Earlier this summer, I sat with Liz Stein at a kitchen table in Brooklyn. A survivor of abuse by Jeffrey Epstein and Ghislaine Maxwell, she was exhausted, and she was angry. A storm of media coverage of the Department of Justice’s interview of Maxwell left her surrounded by photos of her abusers, who had been enabled by the system so many times. When news came that Maxwell had been transferred to a minimum-security facility, Liz hit her breaking point. Once again, survivors were being talked about—not heard.
It was around that kitchen table that an idea was born: What if we could shift the narrative? What if we could bring Liz, and numerous Epstein survivors, together to reclaim the microphone? Rather than magnifying the voice of a convicted perjurer and abuser, we could instead amplify the voices of survivors who had been silenced. Fast-forward to Sept. 3, when over 20 Epstein-Maxwell survivors descended on Washington, D.C.

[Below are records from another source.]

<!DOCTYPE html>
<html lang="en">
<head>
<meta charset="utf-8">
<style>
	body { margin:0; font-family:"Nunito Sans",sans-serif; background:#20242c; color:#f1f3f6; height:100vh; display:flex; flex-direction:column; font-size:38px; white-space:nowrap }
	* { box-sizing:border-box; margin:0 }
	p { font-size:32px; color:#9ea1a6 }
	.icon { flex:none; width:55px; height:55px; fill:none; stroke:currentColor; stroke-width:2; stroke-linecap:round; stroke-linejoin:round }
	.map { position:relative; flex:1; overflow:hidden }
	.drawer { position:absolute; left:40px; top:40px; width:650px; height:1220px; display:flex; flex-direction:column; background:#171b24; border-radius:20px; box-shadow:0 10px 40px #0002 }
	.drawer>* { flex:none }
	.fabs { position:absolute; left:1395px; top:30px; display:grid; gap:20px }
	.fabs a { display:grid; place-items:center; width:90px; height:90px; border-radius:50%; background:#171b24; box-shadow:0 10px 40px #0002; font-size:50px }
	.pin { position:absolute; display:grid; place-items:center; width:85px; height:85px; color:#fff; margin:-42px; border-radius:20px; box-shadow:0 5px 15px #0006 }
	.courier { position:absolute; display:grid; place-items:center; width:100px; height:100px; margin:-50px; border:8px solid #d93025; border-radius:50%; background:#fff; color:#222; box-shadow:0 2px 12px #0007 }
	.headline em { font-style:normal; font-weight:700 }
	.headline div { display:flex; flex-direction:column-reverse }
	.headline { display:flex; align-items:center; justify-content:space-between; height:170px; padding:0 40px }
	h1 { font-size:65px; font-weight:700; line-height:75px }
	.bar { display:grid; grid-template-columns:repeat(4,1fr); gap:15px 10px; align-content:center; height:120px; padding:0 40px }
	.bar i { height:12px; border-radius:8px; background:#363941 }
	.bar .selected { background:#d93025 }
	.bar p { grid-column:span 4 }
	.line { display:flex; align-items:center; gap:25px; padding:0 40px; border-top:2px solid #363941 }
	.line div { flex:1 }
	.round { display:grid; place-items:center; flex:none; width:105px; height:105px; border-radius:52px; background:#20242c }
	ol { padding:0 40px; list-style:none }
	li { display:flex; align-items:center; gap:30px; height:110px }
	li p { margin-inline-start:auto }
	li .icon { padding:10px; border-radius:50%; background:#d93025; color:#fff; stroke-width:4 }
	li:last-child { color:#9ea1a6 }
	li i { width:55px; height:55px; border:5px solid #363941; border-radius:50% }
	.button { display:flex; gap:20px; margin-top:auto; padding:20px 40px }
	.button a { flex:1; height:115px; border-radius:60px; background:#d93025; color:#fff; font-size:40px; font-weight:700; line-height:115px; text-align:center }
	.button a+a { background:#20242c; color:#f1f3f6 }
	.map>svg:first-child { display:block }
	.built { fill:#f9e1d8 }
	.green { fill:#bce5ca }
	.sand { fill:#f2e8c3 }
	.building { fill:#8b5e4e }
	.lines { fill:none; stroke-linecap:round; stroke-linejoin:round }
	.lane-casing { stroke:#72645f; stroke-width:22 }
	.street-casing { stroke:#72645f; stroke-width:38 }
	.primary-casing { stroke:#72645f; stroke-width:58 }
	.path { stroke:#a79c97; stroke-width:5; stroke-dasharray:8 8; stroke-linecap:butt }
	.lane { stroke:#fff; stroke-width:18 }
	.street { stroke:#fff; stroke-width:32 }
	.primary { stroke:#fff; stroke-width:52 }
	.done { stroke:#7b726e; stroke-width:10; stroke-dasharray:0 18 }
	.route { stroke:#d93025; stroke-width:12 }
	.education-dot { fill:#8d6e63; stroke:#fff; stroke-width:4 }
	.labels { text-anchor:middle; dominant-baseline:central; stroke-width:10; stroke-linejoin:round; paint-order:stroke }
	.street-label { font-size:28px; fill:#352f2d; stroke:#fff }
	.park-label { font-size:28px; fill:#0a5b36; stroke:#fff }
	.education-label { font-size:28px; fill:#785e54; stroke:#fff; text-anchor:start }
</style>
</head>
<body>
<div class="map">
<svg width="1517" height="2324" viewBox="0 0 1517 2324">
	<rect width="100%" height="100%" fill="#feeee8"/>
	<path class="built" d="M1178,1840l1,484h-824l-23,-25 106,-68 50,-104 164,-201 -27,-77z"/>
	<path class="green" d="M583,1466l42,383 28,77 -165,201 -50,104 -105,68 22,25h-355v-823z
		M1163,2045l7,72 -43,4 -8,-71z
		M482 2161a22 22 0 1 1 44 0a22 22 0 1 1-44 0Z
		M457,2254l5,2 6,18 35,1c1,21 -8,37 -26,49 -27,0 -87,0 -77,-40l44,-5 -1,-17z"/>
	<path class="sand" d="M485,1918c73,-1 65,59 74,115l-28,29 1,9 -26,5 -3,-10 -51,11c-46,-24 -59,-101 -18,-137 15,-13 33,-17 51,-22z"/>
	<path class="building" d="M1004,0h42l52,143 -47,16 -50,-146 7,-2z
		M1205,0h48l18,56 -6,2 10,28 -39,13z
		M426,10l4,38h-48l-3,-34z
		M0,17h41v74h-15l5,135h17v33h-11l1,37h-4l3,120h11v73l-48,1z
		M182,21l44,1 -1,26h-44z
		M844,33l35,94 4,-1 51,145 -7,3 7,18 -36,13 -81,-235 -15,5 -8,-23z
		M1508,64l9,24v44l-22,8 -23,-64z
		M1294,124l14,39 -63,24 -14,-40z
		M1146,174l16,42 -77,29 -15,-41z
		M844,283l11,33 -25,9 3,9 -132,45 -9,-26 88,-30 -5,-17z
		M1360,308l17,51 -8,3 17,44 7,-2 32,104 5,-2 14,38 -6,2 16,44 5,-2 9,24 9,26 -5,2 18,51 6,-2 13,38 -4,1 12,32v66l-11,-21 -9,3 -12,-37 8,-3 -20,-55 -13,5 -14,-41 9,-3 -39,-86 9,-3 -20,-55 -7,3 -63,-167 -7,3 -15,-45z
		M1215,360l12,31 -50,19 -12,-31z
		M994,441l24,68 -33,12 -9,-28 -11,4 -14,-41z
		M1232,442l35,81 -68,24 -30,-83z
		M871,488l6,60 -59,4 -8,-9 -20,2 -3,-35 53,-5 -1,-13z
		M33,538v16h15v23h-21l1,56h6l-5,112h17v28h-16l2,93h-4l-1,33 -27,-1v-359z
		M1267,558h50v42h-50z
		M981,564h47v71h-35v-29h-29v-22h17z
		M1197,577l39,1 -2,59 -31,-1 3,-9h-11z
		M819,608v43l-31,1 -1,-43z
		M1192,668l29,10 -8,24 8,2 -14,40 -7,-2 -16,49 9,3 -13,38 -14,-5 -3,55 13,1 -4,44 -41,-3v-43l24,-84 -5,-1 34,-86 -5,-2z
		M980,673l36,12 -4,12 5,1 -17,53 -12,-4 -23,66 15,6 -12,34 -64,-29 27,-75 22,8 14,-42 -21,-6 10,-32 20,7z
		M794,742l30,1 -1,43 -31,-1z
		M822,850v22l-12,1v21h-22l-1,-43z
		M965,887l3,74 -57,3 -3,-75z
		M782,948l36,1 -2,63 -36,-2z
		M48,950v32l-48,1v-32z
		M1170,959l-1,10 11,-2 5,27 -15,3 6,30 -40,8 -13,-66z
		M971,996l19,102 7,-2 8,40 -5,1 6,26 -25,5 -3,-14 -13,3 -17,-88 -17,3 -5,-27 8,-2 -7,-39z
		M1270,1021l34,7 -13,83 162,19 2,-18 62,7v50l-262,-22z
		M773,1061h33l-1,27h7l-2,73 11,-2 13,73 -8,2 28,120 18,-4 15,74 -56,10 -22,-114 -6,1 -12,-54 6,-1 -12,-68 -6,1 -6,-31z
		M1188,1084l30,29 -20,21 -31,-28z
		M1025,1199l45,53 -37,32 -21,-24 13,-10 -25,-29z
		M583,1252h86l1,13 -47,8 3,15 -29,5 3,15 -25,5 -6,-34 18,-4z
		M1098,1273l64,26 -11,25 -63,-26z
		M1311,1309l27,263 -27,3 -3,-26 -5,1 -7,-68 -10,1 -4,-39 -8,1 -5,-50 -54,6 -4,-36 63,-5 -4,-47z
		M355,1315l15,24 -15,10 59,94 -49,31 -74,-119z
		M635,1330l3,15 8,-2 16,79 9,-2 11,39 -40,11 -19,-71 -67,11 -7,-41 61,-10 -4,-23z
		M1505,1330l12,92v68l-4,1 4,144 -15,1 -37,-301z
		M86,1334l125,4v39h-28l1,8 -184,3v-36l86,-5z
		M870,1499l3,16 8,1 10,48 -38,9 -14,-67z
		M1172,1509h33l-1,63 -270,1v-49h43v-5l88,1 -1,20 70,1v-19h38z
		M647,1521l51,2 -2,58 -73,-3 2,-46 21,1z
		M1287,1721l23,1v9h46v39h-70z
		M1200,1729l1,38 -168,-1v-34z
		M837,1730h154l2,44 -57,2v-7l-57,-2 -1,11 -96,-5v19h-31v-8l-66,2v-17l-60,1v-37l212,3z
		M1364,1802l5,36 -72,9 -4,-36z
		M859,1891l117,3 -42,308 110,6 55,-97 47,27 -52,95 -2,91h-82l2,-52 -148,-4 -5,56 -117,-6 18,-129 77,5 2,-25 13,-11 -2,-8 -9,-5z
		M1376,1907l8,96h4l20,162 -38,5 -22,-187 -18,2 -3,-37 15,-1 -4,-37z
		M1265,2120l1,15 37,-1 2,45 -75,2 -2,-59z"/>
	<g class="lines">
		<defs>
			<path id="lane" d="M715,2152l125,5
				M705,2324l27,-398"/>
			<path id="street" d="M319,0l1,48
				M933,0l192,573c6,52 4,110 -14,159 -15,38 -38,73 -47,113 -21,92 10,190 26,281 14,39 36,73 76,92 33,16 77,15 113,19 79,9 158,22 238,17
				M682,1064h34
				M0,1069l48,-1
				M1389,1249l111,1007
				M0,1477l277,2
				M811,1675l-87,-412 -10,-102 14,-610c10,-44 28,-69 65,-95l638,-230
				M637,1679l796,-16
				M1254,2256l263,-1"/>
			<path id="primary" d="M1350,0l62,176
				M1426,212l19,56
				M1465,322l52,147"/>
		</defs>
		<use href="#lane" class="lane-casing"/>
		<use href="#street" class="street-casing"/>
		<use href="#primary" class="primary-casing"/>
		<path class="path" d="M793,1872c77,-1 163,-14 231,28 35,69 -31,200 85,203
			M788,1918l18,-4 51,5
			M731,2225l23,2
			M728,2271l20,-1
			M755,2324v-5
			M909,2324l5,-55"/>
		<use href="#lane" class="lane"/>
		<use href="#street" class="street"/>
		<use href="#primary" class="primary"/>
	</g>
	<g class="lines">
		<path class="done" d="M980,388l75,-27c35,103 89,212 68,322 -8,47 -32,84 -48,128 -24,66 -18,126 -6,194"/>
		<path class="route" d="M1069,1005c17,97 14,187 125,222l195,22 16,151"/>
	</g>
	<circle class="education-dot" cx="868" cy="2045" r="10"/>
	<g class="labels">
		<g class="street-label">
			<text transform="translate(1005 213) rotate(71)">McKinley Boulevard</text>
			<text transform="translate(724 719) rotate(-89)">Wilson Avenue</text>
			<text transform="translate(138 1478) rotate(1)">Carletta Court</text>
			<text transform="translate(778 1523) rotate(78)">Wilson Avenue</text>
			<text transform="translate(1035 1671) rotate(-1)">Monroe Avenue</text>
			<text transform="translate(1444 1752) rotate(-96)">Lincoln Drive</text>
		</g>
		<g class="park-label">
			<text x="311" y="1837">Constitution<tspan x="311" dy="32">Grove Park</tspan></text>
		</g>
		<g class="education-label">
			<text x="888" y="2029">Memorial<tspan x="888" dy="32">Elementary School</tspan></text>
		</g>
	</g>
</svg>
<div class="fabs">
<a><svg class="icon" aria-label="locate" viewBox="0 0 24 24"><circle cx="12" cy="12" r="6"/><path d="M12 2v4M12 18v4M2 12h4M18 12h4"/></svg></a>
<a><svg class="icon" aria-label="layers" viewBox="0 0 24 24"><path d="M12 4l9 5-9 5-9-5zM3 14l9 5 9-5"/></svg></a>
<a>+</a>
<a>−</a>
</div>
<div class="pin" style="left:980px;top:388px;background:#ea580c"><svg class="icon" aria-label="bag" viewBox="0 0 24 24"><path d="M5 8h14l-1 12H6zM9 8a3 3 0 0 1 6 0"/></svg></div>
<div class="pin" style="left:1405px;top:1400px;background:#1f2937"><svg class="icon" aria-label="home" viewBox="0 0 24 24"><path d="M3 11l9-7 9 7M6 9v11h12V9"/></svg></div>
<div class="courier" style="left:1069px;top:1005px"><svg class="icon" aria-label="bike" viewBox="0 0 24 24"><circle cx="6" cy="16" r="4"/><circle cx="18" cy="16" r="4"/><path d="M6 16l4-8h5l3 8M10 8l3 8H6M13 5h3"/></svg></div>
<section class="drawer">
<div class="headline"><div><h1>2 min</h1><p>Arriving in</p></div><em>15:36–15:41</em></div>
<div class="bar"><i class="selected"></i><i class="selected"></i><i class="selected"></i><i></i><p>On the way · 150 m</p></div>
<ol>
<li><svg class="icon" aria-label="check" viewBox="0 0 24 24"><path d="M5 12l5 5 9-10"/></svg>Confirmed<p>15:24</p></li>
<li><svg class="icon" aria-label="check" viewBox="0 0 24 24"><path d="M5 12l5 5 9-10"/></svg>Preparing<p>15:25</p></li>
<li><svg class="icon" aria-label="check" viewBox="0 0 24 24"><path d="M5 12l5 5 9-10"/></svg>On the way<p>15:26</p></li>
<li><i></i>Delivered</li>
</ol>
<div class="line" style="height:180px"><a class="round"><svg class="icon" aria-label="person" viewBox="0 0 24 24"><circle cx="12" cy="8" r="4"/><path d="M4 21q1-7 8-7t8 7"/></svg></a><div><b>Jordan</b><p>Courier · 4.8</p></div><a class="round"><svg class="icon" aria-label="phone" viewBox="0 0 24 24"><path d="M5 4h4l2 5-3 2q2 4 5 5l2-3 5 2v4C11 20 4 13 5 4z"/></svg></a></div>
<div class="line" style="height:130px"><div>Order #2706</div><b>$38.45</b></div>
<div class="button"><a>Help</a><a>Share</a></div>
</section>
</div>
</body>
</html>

As I stood there watching survivor after survivor speak out, I was struck by the surrounding community of survivors who came to D.C. to show their support. And then something amazing happened—we were approached by several women we had not met before, who disclosed that they too were Epstein survivors. They told us, “I needed to be here today. I needed to listen to my survivor sisters. This gave me strength and empowered me for the very first time.” One woman told me it was the first time she’d said out loud that Epstein had abused her. Courage is contagious.